§ Records for this exercise
BEGIN

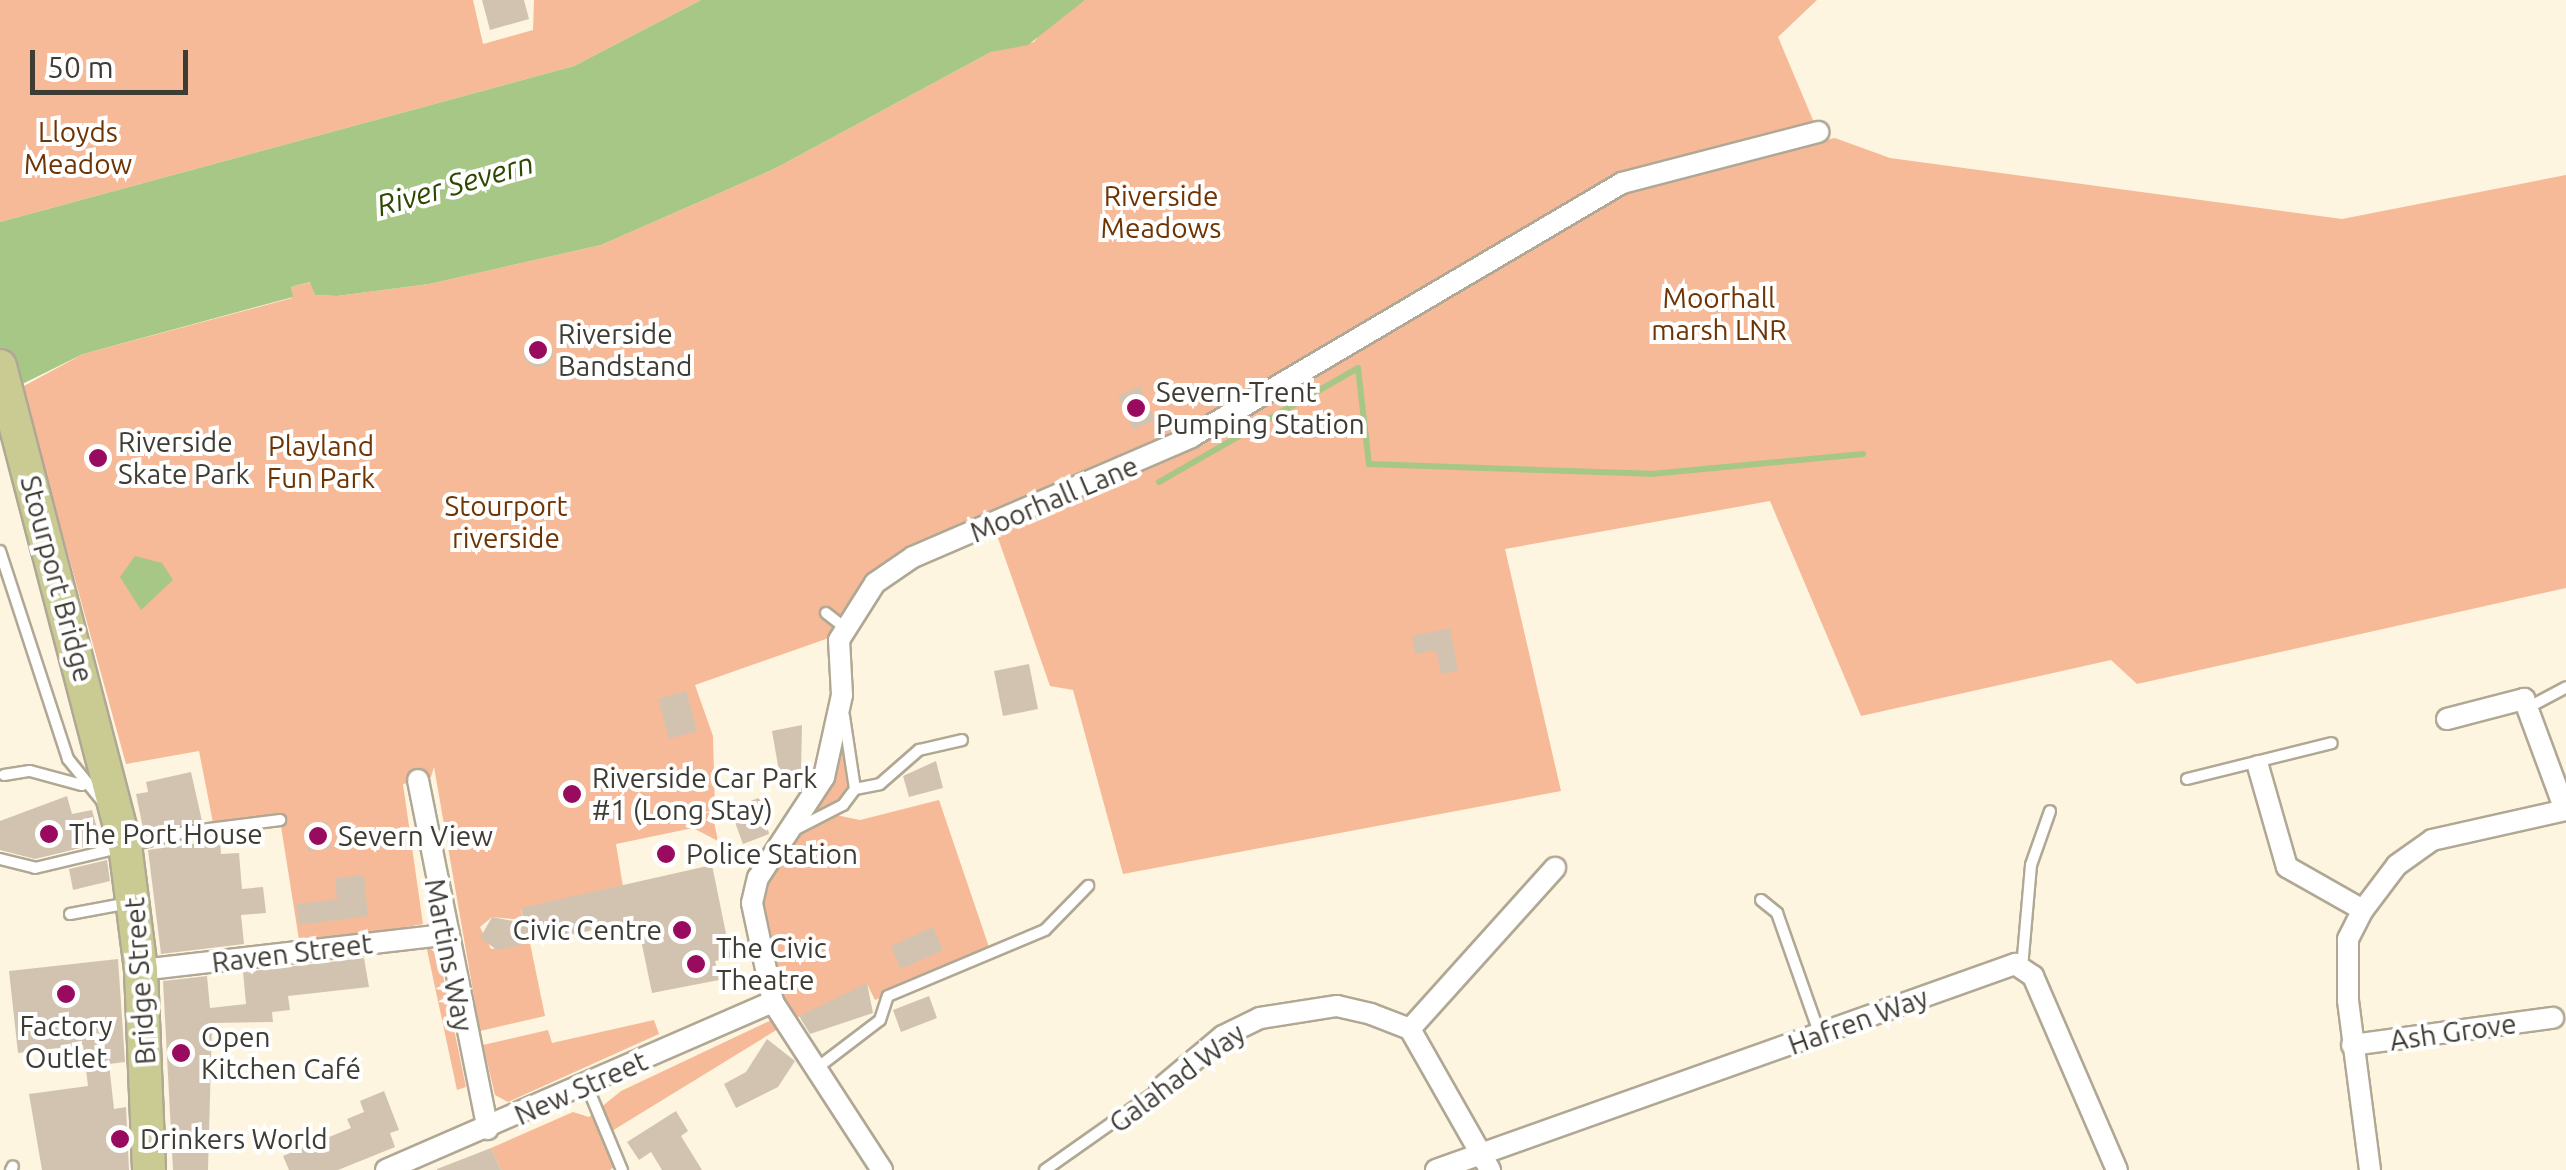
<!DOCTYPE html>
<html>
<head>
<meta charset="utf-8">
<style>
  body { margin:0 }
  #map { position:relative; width:2566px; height:1170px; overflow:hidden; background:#fdf5df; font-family:Ubuntu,sans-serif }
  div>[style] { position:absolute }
  .green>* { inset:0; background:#f6ba98 }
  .water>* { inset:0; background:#a7c786 }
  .stream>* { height:6px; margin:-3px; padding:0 3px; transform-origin:3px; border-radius:3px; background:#a7c786 }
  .building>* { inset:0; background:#d2c3b1 }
  .round { border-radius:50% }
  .roads { filter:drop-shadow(2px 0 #b0a894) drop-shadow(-2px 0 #b0a894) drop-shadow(0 2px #b0a894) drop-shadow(0 -2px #b0a894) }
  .lane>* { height:10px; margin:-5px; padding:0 5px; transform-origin:5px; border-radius:5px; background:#fff }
  .street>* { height:20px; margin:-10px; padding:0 10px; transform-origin:10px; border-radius:10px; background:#fff }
  .primary>* { height:32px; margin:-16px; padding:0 16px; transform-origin:16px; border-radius:16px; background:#cacb92 }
  .dots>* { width:28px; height:28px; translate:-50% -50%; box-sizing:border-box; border:5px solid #fff; border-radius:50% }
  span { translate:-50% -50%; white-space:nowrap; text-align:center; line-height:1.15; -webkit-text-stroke:8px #fff; paint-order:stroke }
  .park-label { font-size:28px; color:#6f3404 }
  .poi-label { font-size:28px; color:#3f3c34 }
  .left { translate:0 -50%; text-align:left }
  .right { translate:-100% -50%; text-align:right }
  .street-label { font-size:28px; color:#3f3c34 }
  .water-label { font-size:30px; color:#2d4800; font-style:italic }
  .scale { position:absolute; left:30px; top:50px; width:158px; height:45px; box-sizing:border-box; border:5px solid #3f3c34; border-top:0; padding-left:12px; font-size:30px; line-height:35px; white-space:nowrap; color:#3f3c34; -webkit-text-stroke:8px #fff; paint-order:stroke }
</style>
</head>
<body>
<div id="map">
  <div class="green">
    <div style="clip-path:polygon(0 0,473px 0,483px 44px,533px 30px,534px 0,701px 0,574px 66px,0 222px)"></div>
    <div style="clip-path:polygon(1085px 0,1817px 0,1778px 37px,1818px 132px,1691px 169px,1835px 138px,1890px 158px,2342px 219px,2566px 175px,2566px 588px,2137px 684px,2111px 660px,1861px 716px,1770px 501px,1505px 549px,1561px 791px,1123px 874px,1073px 690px,1050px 686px,993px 524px,1021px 511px,883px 562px,843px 633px,695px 685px,713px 736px,715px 809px,698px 815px,712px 812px,718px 841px,693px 828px,616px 844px,623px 887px,521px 909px,523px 920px,492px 917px,480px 927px,491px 949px,530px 943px,545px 1016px,480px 1031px,434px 767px,431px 777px,403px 784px,423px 924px,300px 946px,280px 820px,214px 828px,199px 751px,126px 764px,22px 387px,83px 354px,292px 298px,291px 287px,311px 282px,315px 295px,337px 296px,429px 284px,601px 245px,774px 169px,991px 52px,1034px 42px,1054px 17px)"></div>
    <div style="clip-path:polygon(842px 695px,855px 789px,831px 814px,860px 820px,939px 800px,991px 953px,875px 1000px,867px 984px,796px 1018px,607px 1134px,618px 1163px,610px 1170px,501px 1170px,491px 1148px,573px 1112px,589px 1117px,621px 1091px,780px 1016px,752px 903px,812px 800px)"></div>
    <div style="clip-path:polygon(426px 945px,439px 956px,466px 1087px,457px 1090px)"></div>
    <div style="clip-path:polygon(654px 1020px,659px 1034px,508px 1102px,495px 1095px,483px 1045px,548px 1030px,552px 1043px)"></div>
  </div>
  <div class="water">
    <div style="clip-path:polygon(701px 0,1085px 0,1028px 45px,991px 52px,774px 169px,601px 245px,429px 284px,337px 296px,315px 295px,310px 282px,291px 287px,293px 297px,83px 354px,0 395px,0 222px,574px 66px)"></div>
    <div style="clip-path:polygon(135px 556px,162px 563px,173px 580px,141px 610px,120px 577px)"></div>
  </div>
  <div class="stream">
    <div style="left:1159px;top:482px;width:229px;rotate:-29.8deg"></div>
    <div style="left:1358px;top:368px;width:97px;rotate:83.5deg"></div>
    <div style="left:1369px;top:464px;width:282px;rotate:2deg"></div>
    <div style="left:1651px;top:474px;width:213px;rotate:-5.4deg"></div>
  </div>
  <div class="building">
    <div style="clip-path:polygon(482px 0,524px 0,529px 19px,490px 30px)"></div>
    <div class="round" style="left:523px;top:337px;width:30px;height:30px"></div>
    <div style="clip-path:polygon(1140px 386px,1155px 420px,1133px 430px,1118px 396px)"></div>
    <div style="clip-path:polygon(1450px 628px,1458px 671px,1441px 674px,1436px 650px,1415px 654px,1412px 636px)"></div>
    <div style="clip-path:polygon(1029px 664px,1038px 709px,1003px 716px,994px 671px)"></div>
    <div style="clip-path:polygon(686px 691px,697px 731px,669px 739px,658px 699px)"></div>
    <div style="clip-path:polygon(802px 725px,801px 773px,780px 777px,772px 731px)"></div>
    <div style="clip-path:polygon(936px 761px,943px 788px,909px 797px,903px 776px)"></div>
    <div style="clip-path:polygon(191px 772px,202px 821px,144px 833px,136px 794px,148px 792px,146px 782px)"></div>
    <div style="clip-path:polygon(67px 796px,72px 814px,92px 810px,101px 843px,35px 859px,0 850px,0 821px)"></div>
    <div style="clip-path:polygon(761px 797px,769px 834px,743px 844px,730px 809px)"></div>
    <div style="clip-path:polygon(328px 822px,331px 848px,308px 851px,305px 825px)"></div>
    <div style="clip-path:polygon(220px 840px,221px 854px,239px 853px,242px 889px,263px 887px,266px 913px,241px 915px,244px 944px,161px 954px,148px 850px)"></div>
    <div style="clip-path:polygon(107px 860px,110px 881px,73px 890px,69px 869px)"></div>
    <div style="clip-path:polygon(712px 865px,731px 958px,715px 961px,719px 980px,652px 993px,637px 921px,497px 950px,480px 938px,492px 917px,524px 923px,521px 908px)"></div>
    <div style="clip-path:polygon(364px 875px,368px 916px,299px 925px,296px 904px,337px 899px,335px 878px)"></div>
    <div style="clip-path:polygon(933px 927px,943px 950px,901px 969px,891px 946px)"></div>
    <div style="clip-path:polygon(364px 958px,369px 987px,288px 996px,290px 1010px,272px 1012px,273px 1022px,212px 1023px,208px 1170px,173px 1170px,163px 981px,207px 976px,210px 1008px,246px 1004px,243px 972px)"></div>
    <div style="clip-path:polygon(118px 959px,125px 1062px,109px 1064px,114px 1109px,126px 1107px,129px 1170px,42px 1170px,29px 1094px,88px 1086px,83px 1045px,18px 1053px,9px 971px)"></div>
    <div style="clip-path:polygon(867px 983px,873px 1013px,810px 1034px,799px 1016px)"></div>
    <div style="clip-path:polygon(929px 996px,937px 1018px,901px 1032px,893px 1010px)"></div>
    <div style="clip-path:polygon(767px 1039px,795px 1061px,778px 1087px,736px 1108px,724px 1084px,746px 1072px)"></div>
    <div style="clip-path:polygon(384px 1091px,399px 1130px,390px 1133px,395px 1147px,338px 1170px,289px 1170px,283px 1156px,351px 1128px,347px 1119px,364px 1112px,360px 1101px)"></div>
    <div style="clip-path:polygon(676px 1111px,688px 1131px,681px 1136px,702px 1170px,662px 1170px,651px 1152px,639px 1160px,627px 1142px)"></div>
    <div style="clip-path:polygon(491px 1148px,501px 1170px,437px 1170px,437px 1169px)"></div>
  </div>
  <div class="roads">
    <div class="lane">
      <div style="left:0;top:551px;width:219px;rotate:71.9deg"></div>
      <div style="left:68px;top:759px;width:60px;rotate:51deg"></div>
      <div style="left:826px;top:613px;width:24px;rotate:38deg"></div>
      <div style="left:2531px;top:706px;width:40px;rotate:-28deg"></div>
      <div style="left:4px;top:775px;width:26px;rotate:-9deg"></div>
      <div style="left:30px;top:771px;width:54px;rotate:15.1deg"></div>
      <div style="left:2187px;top:779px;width:149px;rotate:-13.9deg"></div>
      <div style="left:855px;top:789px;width:25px;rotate:-11deg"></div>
      <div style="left:880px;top:784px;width:52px;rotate:-41.1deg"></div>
      <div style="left:919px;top:750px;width:44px;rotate:-13.1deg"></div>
      <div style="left:796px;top:829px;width:53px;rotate:-27.1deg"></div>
      <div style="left:843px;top:805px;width:20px;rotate:-53deg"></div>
      <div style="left:855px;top:789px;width:74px;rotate:-98.6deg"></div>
      <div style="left:0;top:859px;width:36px;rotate:14deg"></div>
      <div style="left:35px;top:868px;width:154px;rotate:-13.5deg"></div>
      <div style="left:185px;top:832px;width:96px;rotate:-7.2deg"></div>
      <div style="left:1761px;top:900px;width:21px;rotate:39deg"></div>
      <div style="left:1777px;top:913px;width:129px;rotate:70.6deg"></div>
      <div style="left:70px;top:914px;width:60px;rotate:-10.6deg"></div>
      <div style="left:2022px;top:968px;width:103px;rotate:-85deg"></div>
      <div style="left:2031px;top:865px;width:57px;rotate:-70.6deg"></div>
      <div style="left:817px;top:1068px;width:79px;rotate:-37.3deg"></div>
      <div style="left:880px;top:1020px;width:25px;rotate:-72deg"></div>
      <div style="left:888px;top:996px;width:170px;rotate:-22.8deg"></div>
      <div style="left:1045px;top:930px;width:62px;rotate:-45.7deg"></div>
      <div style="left:587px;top:1086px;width:91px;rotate:67.4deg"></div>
      <div style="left:11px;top:1170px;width:4px;rotate:-63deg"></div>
      <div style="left:1045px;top:1170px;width:141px;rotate:-35.2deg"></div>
    </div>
    <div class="street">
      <div style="left:2447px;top:719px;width:80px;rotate:-14.6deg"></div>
      <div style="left:2524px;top:699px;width:118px;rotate:69.7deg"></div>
      <div style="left:2258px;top:766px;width:105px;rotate:74deg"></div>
      <div style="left:2287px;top:867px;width:87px;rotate:29.5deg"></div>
      <div style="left:418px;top:780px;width:356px;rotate:78.7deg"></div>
      <div style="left:141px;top:970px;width:304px;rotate:-6.6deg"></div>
      <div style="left:1410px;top:1029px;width:217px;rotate:-48deg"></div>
      <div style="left:2352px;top:1045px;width:203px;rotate:-7.7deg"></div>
      <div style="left:1160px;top:1089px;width:82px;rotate:-40.1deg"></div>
      <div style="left:1223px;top:1036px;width:41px;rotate:-25.9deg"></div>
      <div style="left:1260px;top:1018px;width:78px;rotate:-8.9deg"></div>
      <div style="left:1337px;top:1006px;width:35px;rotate:13deg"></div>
      <div style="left:1371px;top:1014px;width:42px;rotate:21deg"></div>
      <div style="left:1410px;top:1029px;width:162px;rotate:60.4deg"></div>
      <div style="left:386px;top:1170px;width:422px;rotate:-23.5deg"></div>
      <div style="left:882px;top:1170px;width:200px;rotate:-123deg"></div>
      <div style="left:773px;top:1002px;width:101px;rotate:-102deg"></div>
      <div style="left:752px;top:903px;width:26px;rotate:-77deg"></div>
      <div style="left:758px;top:878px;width:121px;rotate:-56.8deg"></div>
      <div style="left:824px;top:777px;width:84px;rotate:-77.6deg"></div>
      <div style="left:842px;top:695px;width:55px;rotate:-93.1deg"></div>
      <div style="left:839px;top:640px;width:67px;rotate:-57.7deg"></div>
      <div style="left:875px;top:583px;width:46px;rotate:-34.4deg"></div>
      <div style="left:913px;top:557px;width:303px;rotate:-23.3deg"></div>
      <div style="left:1191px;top:437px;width:500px;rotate:-30.51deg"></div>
      <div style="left:1622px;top:183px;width:203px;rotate:-14.6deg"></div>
      <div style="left:1436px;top:1170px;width:615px;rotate:-19.58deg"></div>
      <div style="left:2015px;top:964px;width:22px;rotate:34deg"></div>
      <div style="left:2033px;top:976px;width:211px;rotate:66.6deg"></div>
      <div style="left:2370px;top:1170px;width:171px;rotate:-97.4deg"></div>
      <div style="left:2348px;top:1000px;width:61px;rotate:-90deg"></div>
      <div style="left:2348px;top:939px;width:33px;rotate:-63deg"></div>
      <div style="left:2363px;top:910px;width:56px;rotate:-52.9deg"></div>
      <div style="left:2397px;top:865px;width:43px;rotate:-35.5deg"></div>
      <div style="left:2432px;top:840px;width:137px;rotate:-12.6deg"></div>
    </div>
    <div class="primary">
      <div style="left:0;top:366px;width:495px;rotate:75.4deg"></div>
      <div style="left:125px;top:845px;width:126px;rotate:82.7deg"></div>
      <div style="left:141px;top:970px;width:200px;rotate:87.7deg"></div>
    </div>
  </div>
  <div class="dots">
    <div style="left:538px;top:350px;background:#980b5f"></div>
    <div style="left:1136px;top:408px;background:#980b5f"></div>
    <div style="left:98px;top:458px;background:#980b5f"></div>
    <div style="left:572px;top:794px;background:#980b5f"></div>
    <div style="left:49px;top:834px;background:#980b5f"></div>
    <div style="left:318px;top:836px;background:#980b5f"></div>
    <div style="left:666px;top:854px;background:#980b5f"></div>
    <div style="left:682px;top:930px;background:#980b5f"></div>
    <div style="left:696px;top:964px;background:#980b5f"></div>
    <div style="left:66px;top:994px;background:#980b5f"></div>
    <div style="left:181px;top:1053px;background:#980b5f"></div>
    <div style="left:120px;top:1139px;background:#980b5f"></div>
  </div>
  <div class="park-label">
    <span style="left:78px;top:148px">Lloyds<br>Meadow</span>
    <span style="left:1161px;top:212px">Riverside<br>Meadows</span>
    <span style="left:1719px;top:314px">Moorhall<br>marsh LNR</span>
    <span style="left:321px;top:462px">Playland<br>Fun Park</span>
    <span style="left:506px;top:522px">Stourport<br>riverside</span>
  </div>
  <div class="poi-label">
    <span class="left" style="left:558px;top:350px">Riverside<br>Bandstand</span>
    <span class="left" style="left:1156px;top:408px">Severn-Trent<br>Pumping Station</span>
    <span class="left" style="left:118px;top:458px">Riverside<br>Skate Park</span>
    <span class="left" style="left:592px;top:794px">Riverside Car Park<br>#1 (Long Stay)</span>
    <span class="left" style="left:69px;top:834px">The Port House</span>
    <span class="left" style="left:338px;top:836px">Severn View</span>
    <span class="left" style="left:686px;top:854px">Police Station</span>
    <span class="right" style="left:662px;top:930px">Civic Centre</span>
    <span class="left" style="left:716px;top:964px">The Civic<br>Theatre</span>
    <span style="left:66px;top:1042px">Factory<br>Outlet</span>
    <span class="left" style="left:201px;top:1053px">Open<br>Kitchen Café</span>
    <span class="left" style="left:140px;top:1139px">Drinkers World</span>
  </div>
  <div class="street-label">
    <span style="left:1054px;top:499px;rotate:-23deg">Moorhall Lane</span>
    <span style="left:57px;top:579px;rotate:75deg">Stourport Bridge</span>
    <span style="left:292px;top:953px;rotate:-7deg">Raven Street</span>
    <span style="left:449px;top:955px;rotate:79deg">Martins Way</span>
    <span style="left:140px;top:981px;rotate:-94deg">Bridge Street</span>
    <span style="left:1858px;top:1021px;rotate:-20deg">Hafren Way</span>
    <span style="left:2453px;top:1032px;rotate:-8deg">Ash Grove</span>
    <span style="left:1177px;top:1078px;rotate:-37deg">Galahad Way</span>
    <span style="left:581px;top:1088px;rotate:-24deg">New Street</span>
  </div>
  <div class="water-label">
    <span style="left:455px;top:184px;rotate:-16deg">River Severn</span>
  </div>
  <div class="scale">50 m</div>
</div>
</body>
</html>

END

§ Exercise
Only the lines containing "stream" are needed; copy each of them from the data.

§ Solution below
  .stream>* { height:6px; margin:-3px; padding:0 3px; transform-origin:3px; border-radius:3px; background:#a7c786 }
  <div class="stream">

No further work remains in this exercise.